Copy each line of the listing that includes "inset".
━━ Data for this exercise ━━
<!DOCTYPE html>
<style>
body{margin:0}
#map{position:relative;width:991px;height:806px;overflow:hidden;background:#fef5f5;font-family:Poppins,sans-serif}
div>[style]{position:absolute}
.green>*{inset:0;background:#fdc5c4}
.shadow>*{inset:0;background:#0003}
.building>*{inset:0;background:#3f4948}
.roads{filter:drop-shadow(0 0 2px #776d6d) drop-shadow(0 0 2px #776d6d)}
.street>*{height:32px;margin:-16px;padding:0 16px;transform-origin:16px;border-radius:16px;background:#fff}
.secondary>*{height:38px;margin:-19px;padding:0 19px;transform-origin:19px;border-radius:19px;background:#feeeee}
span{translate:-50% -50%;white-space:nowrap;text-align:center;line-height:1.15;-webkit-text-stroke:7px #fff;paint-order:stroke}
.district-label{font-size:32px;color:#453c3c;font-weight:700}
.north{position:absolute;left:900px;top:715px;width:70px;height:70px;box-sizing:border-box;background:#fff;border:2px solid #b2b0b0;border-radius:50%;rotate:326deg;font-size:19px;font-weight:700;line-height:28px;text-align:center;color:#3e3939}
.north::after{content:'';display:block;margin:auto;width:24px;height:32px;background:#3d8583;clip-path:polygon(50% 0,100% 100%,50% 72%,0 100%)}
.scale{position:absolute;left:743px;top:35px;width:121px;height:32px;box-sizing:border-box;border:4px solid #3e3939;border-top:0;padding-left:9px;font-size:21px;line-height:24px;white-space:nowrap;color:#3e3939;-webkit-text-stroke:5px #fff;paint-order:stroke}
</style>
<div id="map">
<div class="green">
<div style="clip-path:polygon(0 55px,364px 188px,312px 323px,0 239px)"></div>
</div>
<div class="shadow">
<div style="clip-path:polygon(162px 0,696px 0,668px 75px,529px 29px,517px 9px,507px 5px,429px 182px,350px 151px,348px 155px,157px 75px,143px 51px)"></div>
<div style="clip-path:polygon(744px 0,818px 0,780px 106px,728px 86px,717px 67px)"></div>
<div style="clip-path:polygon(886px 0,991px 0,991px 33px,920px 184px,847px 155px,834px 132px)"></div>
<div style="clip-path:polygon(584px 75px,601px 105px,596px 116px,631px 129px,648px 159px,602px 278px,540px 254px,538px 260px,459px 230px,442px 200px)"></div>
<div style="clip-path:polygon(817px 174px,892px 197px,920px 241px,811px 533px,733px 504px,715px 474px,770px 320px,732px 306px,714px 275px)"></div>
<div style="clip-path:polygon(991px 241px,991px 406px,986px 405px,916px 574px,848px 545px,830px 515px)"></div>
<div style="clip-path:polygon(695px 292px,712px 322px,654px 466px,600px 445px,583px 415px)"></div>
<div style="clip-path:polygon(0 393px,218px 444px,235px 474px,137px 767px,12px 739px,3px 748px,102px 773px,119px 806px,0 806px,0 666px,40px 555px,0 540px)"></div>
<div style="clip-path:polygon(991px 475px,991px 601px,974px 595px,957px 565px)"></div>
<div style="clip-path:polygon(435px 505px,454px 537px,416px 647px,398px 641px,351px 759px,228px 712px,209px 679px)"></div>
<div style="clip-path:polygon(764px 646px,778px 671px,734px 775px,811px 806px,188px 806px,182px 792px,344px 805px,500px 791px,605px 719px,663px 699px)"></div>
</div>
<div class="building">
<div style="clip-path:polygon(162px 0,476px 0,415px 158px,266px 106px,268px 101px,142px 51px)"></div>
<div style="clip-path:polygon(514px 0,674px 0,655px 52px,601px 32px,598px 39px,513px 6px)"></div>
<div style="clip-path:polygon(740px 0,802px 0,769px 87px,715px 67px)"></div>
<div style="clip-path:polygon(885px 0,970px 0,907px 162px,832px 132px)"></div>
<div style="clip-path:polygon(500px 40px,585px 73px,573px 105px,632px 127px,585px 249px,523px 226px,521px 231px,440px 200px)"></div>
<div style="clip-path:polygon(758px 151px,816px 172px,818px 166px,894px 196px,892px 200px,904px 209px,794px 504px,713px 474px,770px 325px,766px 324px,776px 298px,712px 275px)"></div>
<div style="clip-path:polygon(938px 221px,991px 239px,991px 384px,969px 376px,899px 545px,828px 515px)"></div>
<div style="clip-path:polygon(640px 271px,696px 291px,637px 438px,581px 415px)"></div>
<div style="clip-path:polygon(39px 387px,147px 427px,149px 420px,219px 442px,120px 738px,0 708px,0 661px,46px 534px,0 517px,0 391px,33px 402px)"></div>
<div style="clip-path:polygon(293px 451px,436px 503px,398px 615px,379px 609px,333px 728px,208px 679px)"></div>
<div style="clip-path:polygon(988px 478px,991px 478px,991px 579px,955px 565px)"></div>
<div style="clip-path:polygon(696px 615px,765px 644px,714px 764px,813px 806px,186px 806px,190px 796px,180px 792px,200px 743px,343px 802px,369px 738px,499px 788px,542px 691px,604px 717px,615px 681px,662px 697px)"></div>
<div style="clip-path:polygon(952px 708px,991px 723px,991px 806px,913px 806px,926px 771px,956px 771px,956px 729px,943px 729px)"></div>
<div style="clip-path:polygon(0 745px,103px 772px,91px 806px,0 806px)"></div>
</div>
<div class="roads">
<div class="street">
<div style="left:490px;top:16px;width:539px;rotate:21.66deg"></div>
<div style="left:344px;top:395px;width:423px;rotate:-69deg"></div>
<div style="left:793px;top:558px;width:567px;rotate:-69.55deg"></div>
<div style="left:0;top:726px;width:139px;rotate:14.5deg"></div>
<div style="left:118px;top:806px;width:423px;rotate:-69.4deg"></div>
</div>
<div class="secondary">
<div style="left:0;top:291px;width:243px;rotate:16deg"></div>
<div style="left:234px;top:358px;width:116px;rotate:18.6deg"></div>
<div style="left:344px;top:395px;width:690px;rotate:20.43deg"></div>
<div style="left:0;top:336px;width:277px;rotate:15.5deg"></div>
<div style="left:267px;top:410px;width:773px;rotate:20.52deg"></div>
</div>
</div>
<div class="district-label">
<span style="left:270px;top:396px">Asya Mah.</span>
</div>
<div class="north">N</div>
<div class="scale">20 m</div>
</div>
━━━
**Reply to the task:**
.green>*{inset:0;background:#fdc5c4}
.shadow>*{inset:0;background:#0003}
.building>*{inset:0;background:#3f4948}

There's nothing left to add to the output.